Huylar beldelere ve meskenlere göre de değişiyor
Firaset konusunda söz sahibi bilim adamlarından kabul edilen Fahreddin Razi ise bu konudaki tüm yöntemleri İlm-i Firase isimli eserinde ortaya koyan alim olarak biliniyor. Razi, eserinde çok sıcak memleketlerin, insan derisinin deliklerini genişlettiğini dile getirirken, bunun da beraberinde doğal hararetin azalmasına, ruhun yavaş yavaş çökmesine, kalplerin korkaklaşmasına ve hazmın zayıflamasına yol açtığını yazıyor. Eserde, soğuk ülkelerin halkı daha cesur ve gıdayı daha güzel hazmedici olarak tanımlanırken kuru memleketlerin ahalisi ise mizaçlarında ve beyinlerinde kuru tabiatlı olarak ifade ediliyor.
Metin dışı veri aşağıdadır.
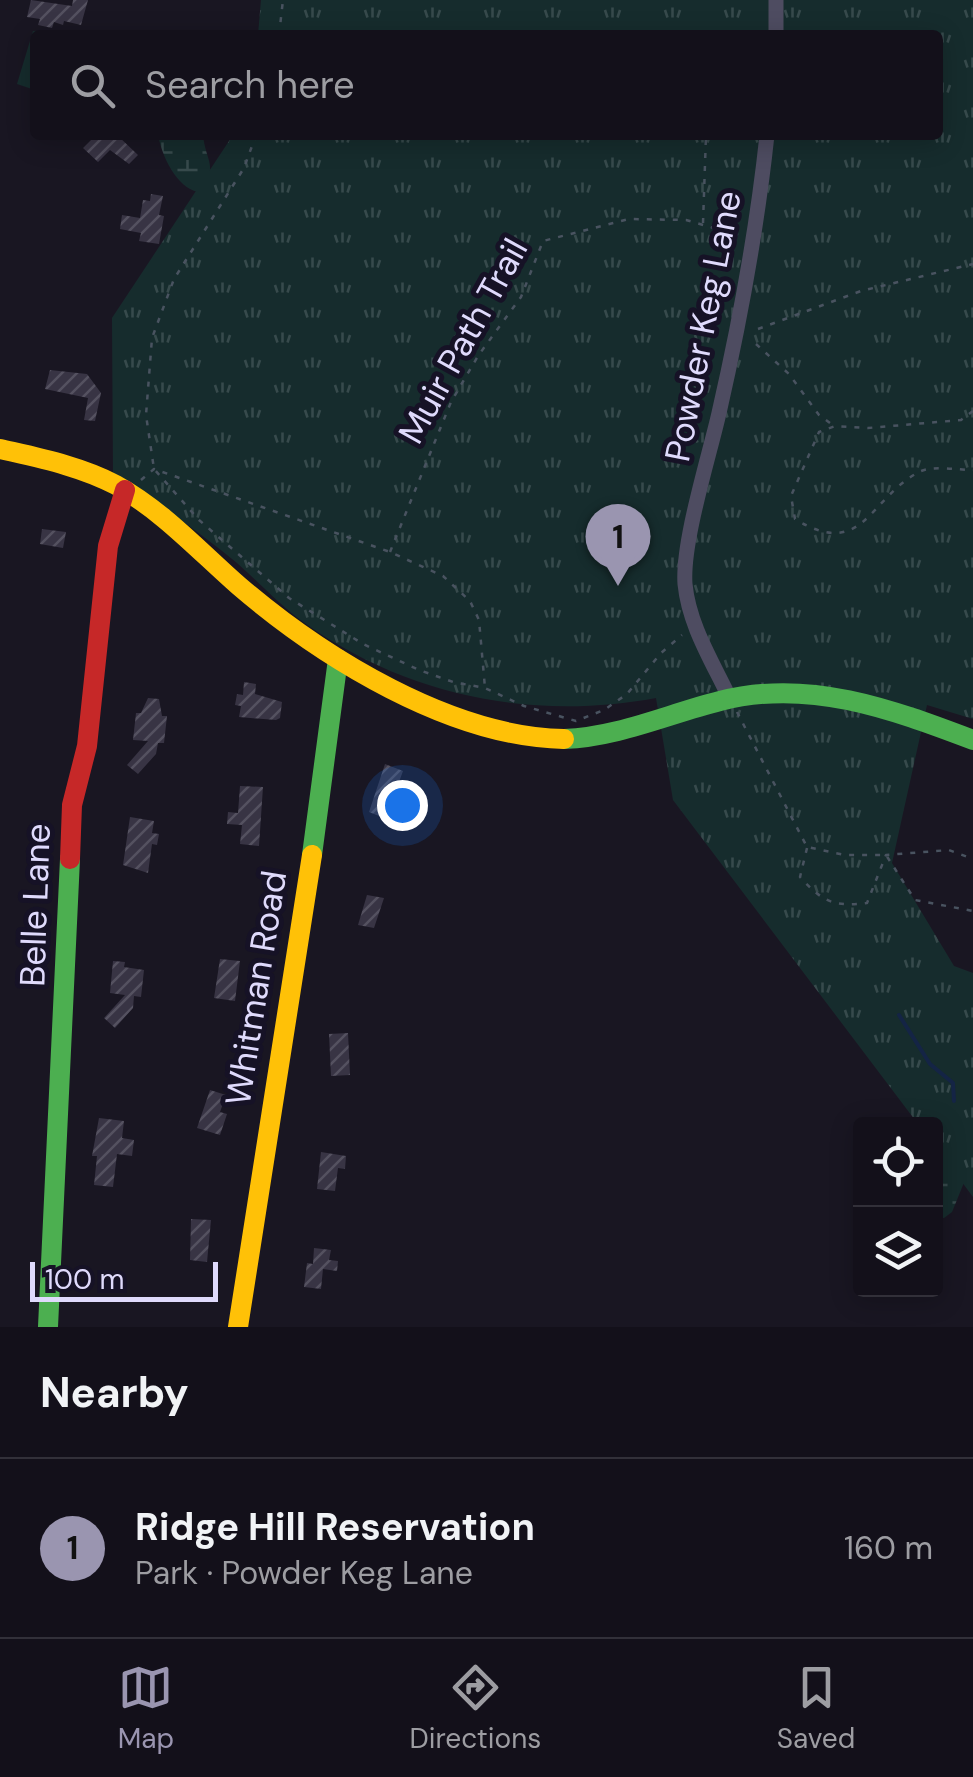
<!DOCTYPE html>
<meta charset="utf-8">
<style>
body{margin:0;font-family:"DM Sans",sans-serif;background:#1c1923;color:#f1f3f6}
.controls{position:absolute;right:30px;bottom:30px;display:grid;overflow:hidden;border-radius:10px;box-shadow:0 5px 25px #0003}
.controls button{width:90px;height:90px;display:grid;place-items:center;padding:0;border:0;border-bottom:2px solid #323039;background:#13101a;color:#f1f3f6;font:50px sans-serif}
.scale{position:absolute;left:30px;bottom:25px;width:188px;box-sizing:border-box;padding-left:10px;border:5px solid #dfdafc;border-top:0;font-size:28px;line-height:35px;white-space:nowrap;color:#dfdafc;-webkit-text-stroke:8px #161226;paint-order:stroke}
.you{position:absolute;left:402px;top:805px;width:35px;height:35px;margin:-25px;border:8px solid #fff;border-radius:50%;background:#1a73e8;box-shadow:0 0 0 15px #1a73e833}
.badge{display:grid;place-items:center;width:65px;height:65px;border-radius:50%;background:#9a95b0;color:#111;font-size:32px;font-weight:700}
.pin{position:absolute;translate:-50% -82px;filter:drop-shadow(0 2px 5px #0008)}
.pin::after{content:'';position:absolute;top:52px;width:35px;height:30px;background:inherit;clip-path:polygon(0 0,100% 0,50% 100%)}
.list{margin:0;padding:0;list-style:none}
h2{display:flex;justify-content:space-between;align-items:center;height:130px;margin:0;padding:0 40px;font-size:42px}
h2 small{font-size:32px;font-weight:400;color:#9d9da2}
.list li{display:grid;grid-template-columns:65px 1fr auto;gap:30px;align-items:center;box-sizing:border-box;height:180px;padding:0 40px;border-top:2px solid #323039}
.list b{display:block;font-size:38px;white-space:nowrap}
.list p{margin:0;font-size:32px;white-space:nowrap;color:#9d9da2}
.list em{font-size:32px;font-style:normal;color:#9d9da2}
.icon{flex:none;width:55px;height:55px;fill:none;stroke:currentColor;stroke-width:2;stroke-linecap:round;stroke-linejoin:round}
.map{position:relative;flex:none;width:973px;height:1327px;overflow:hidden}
.search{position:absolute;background:#13101a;box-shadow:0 5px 25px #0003;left:30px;right:30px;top:30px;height:110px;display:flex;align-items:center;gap:25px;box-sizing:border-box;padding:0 35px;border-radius:10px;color:#9d9da2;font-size:38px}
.sheet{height:310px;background:#13101a}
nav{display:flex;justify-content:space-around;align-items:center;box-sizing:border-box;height:140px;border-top:2px solid #323039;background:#13101a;font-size:28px;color:#9d9da2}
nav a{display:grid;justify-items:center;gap:5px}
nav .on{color:#9a95b0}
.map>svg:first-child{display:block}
.wetland{fill:url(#wetland-marsh)}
.park{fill:url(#park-tufts)}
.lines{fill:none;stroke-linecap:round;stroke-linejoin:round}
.stream{stroke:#142445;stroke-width:4}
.building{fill:url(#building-hatch)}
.path{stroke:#495360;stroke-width:2.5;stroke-dasharray:5 8;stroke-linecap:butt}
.street{stroke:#4e4c61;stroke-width:15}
.fast{stroke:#4caf50;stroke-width:20}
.slow{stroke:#ffc107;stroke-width:20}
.jam{stroke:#c62828;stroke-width:20}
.labels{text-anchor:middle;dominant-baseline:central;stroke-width:10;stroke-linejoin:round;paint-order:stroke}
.street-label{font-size:35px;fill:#dfdafc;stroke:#161226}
</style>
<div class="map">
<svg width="973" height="1327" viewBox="0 0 973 1327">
<defs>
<pattern id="wetland-marsh" width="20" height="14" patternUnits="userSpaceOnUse" patternTransform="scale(2.5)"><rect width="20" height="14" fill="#162c2d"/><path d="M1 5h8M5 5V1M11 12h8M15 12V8" fill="none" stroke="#374a4c"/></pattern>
<pattern id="park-tufts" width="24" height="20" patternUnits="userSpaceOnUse" patternTransform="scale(2.5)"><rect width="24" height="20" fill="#162c2d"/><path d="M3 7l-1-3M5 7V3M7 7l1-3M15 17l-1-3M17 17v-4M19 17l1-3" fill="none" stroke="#374a4c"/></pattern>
<pattern id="building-hatch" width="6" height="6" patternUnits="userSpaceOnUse" patternTransform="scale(2.5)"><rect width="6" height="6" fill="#383444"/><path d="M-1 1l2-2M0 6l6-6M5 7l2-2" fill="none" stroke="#545160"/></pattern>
</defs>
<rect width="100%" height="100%" fill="#191622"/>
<g class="wetland">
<path d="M158,135H203C206,164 220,166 198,192C176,187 162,156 158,135Z"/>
<polygon points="936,1126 965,1180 952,1212 944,1218 936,1217"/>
</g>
<g class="park">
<path d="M261,0H973V719L927,705L892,863L954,966L973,973V1197L936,1147V1124H918L673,800L656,698C533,721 408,696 306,624C280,606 260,583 237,563C197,530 156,502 113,473L112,318L233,135H938V35H258Z"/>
<polygon points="33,31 55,35 35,35 35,90 17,84"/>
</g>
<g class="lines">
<polyline class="stream" points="899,1015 930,1064 953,1083 954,1101"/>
</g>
<g class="building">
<polygon points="31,0 72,6 73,0 88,0 81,25 64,21 63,25 54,22 52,28 38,25 40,19 27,17"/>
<polygon points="96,135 117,135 138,155 129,164 110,150 98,162 83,148"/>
<polygon points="151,194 163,196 159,215 164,216 159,244 139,241 141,233 120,229 122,215 140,218 143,200 150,201"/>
<polygon points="50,370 87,374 101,393 95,421 84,420 88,398 45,389"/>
<polygon points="42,529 66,532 63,548 40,544"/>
<polygon points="244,682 256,684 255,694 282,702 280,718 276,720 239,717 241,706 235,705 237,694 243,695"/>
<polygon points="148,698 159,699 162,716 167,716 164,743 158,743 156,754 138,774 127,765 148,741 133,740 136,713 141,713"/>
<polygon points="385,764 403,771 399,782 414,788 406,807 391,801 389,806 385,804 379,816 369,812"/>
<polygon points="240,786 263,787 259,846 240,844 242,825 227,824 228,812 238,813"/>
<polygon points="130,817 154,821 152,833 159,834 157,845 152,844 148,873 123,865"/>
<polygon points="367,895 384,898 374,928 358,925"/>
<polygon points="220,959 240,961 235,1001 214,998"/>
<polygon points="113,961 125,962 124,967 144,970 141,997 134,996 133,1008 115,1028 104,1018 125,995 110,993"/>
<polygon points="348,1033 350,1075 331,1076 329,1034"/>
<polygon points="210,1090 226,1095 220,1112 227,1114 220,1135 197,1128"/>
<polygon points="99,1118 124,1121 122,1138 134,1140 132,1156 117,1154 113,1187 94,1185 97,1156 92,1156"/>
<polygon points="321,1152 346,1156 345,1169 338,1168 335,1191 317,1189"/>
<polygon points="191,1219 211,1220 207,1262 190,1260"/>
<polygon points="314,1248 331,1250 329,1260 338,1261 337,1271 323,1269 321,1289 304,1287 307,1263 313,1264"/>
</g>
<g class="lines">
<g class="path">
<polyline points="279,35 283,0"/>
<polyline points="256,135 244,168 174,279 152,338 146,415 154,469 199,520 289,598 363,644 419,670 453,682 485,688 524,706 576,721 604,710 627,694 661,653 682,635"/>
<polyline points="703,223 706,135"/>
<polyline points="758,329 861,291 973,264"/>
<polyline points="756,344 789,374 819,415 834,426"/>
<path d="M973,411L961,420L868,428L835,426L819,432L791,496L795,519C863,561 869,498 919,472C932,465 958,470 973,470"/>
<polyline points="141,480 154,469 390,552 443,576 470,601 479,620 485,688"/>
<polyline points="390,552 451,402 478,356 521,297 543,241 629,219 686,220 738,235"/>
<polyline points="737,712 807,847 845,855 886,855 915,900 973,911"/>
<path d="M807,848L800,877C823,902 833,907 867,903L886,855L949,850L973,859"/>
</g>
<g class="street">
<polyline points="776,0 776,35"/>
<path d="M729,697C712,661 689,625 685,584C682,542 709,457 719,413C740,321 757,229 767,135"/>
</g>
<g class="fast">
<path d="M564,739C618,737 668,714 720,701C808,678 891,709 973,740"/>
<polyline points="312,855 338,659"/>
<polyline points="48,1327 70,859"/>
</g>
<g class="slow">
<path d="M0,449C39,458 80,466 116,485C163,511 199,551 239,586C323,658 451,737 564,739"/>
<polyline points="238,1327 312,855"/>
</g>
<polyline class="jam" points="70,859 72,805 87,746 108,546 125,490"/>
</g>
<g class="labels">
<g class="street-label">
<text transform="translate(703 326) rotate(-79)">Powder Keg Lane</text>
<text transform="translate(463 341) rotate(-61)">Muir Path Trail</text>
<text transform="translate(35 905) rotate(-88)">Belle Lane</text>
<text transform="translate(256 988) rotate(-81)">Whitman Road</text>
</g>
</g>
</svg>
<div class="controls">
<button><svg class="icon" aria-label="locate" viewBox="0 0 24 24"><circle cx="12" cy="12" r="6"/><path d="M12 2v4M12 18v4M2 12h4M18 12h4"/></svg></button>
<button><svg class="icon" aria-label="layers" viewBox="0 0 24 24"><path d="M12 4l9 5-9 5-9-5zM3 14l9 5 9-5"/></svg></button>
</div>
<div class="scale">100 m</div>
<div class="you"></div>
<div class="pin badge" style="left:618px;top:586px">1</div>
<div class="search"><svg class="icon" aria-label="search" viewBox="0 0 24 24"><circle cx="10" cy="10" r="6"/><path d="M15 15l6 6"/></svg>Search here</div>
</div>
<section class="sheet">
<h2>Nearby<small></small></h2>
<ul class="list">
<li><span class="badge">1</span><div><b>Ridge Hill Reservation</b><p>Park · Powder Keg Lane</p></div><em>160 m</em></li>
</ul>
</section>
<nav>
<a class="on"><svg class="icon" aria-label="map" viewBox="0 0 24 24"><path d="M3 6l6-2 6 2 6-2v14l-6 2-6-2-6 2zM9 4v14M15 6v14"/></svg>Map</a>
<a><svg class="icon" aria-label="directions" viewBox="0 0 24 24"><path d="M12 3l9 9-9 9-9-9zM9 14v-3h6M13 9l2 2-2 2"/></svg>Directions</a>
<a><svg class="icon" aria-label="saved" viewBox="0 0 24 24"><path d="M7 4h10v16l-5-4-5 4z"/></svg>Saved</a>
</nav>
Bedenin uzuvlarına ilişkin şu tanımlar ise bir hayli dikkat çekici:"Alnı buruşuk ve yayılmaya meyilli ise, o kişi öfkelidir. Alnın kırışıklığı çok az ve kısa olan övülmeyi sever. Eğer alın düz ve kırışıksız ise, kavgacıdır. Çok tüylü kaşları olan kişiler meraklı, endişeli ve hüzünlü olur. Gözleri az çökük durumda olan kişilerin nefsi şereflidir. Çünkü aslan böyledir. Her iki gözü berrak ve parlak kişi zevk düşkünü olabilir. Burnu kısa ve eğri olan kişi, kadınlara karşı şehvetlidir. Dudağı kuru olannın rahatsız olma ihtimali vardır. Köpek dişlerinin bulunduğu noktada dudağı ince olan kişi kuvvetlidir. Dişleri zayıf, ince ve seyrek olan kişinin bünyesi zayıftır.Kimin yüzü zayıf ve ince ise, işlere önem verendir. Çok gülen kişi yumuşak, müsamahakar ve işlere ehemmiyet vermeyendir. Az gülen kişi kindar ve muhaliftir. İnsanların işlerine kolay kolay razı olmaz. Kimin boynu kalın ise, o, kuvvetli ve saldırgan, kimin boynu ince ise, ruhen ve bedenen zayıftır. Kimin boynu kalın ve dolgun ise, o, öfkelidir. Kol dize ulaşıncaya kadar uzun ise bu durum, nefsin şerefine, bazen de kibre ve liderlik sevgisine delalet eder. Güzel ve yumuşak olan avuç ve el, süratle öğrenme ve anlamaya delalet eder. Güzel ve küçük ayak, sahibinin iftihar ve sevincine delalet eder." Aykut'un dediği gibi herkesin birbirine bakıp bu tespitleri koyması mümkün değil.